» Problem statement
For every line in the material, set down an identical one.

» Material for the task

────────────────

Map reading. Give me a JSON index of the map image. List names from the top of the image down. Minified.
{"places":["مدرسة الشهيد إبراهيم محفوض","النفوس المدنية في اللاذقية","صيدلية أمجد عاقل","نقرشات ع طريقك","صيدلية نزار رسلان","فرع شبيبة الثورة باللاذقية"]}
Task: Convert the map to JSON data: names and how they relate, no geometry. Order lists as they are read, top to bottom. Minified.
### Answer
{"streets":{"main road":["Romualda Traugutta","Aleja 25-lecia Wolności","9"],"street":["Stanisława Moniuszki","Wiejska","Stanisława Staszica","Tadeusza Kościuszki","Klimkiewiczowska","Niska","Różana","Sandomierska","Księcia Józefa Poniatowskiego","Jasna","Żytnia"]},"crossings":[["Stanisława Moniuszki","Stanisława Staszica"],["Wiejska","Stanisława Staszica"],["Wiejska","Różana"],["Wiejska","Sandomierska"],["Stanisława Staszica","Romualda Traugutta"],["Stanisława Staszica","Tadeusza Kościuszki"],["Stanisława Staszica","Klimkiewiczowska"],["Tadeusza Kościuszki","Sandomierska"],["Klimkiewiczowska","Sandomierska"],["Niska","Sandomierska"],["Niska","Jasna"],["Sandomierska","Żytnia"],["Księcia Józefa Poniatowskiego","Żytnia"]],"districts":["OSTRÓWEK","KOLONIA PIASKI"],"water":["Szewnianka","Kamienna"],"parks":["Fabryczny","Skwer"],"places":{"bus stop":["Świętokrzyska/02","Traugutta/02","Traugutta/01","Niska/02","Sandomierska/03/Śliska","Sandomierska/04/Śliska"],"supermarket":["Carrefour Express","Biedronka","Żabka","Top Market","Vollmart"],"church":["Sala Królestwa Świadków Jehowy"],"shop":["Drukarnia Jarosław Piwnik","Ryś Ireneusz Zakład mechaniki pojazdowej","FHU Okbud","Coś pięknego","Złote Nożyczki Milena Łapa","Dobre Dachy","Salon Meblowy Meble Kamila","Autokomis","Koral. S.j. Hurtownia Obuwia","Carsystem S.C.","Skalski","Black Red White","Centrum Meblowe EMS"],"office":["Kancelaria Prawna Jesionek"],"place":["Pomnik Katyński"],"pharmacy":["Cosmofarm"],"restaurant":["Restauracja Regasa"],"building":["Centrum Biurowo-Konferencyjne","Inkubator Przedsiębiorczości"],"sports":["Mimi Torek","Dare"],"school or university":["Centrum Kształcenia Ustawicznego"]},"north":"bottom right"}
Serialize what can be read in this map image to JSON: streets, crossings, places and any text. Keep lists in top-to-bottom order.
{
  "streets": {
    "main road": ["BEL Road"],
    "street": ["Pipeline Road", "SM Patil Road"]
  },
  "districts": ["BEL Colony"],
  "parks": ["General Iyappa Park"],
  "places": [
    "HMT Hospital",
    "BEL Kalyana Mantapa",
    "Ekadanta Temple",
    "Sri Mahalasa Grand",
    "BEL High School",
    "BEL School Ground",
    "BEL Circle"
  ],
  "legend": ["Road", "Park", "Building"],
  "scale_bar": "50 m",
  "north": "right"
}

────────────────

» Output of the exercise
Map reading. Give me a JSON index of the map image. List names from the top of the image down. Minified.
{"places":["مدرسة الشهيد إبراهيم محفوض","النفوس المدنية في اللاذقية","صيدلية أمجد عاقل","نقرشات ع طريقك","صيدلية نزار رسلان","فرع شبيبة الثورة باللاذقية"]}
Task: Convert the map to JSON data: names and how they relate, no geometry. Order lists as they are read, top to bottom. Minified.
### Answer
{"streets":{"main road":["Romualda Traugutta","Aleja 25-lecia Wolności","9"],"street":["Stanisława Moniuszki","Wiejska","Stanisława Staszica","Tadeusza Kościuszki","Klimkiewiczowska","Niska","Różana","Sandomierska","Księcia Józefa Poniatowskiego","Jasna","Żytnia"]},"crossings":[["Stanisława Moniuszki","Stanisława Staszica"],["Wiejska","Stanisława Staszica"],["Wiejska","Różana"],["Wiejska","Sandomierska"],["Stanisława Staszica","Romualda Traugutta"],["Stanisława Staszica","Tadeusza Kościuszki"],["Stanisława Staszica","Klimkiewiczowska"],["Tadeusza Kościuszki","Sandomierska"],["Klimkiewiczowska","Sandomierska"],["Niska","Sandomierska"],["Niska","Jasna"],["Sandomierska","Żytnia"],["Księcia Józefa Poniatowskiego","Żytnia"]],"districts":["OSTRÓWEK","KOLONIA PIASKI"],"water":["Szewnianka","Kamienna"],"parks":["Fabryczny","Skwer"],"places":{"bus stop":["Świętokrzyska/02","Traugutta/02","Traugutta/01","Niska/02","Sandomierska/03/Śliska","Sandomierska/04/Śliska"],"supermarket":["Carrefour Express","Biedronka","Żabka","Top Market","Vollmart"],"church":["Sala Królestwa Świadków Jehowy"],"shop":["Drukarnia Jarosław Piwnik","Ryś Ireneusz Zakład mechaniki pojazdowej","FHU Okbud","Coś pięknego","Złote Nożyczki Milena Łapa","Dobre Dachy","Salon Meblowy Meble Kamila","Autokomis","Koral. S.j. Hurtownia Obuwia","Carsystem S.C.","Skalski","Black Red White","Centrum Meblowe EMS"],"office":["Kancelaria Prawna Jesionek"],"place":["Pomnik Katyński"],"pharmacy":["Cosmofarm"],"restaurant":["Restauracja Regasa"],"building":["Centrum Biurowo-Konferencyjne","Inkubator Przedsiębiorczości"],"sports":["Mimi Torek","Dare"],"school or university":["Centrum Kształcenia Ustawicznego"]},"north":"bottom right"}
Serialize what can be read in this map image to JSON: streets, crossings, places and any text. Keep lists in top-to-bottom order.
{
  "streets": {
    "main road": ["BEL Road"],
    "street": ["Pipeline Road", "SM Patil Road"]
  },
  "districts": ["BEL Colony"],
  "parks": ["General Iyappa Park"],
  "places": [
    "HMT Hospital",
    "BEL Kalyana Mantapa",
    "Ekadanta Temple",
    "Sri Mahalasa Grand",
    "BEL High School",
    "BEL School Ground",
    "BEL Circle"
  ],
  "legend": ["Road", "Park", "Building"],
  "scale_bar": "50 m",
  "north": "right"
}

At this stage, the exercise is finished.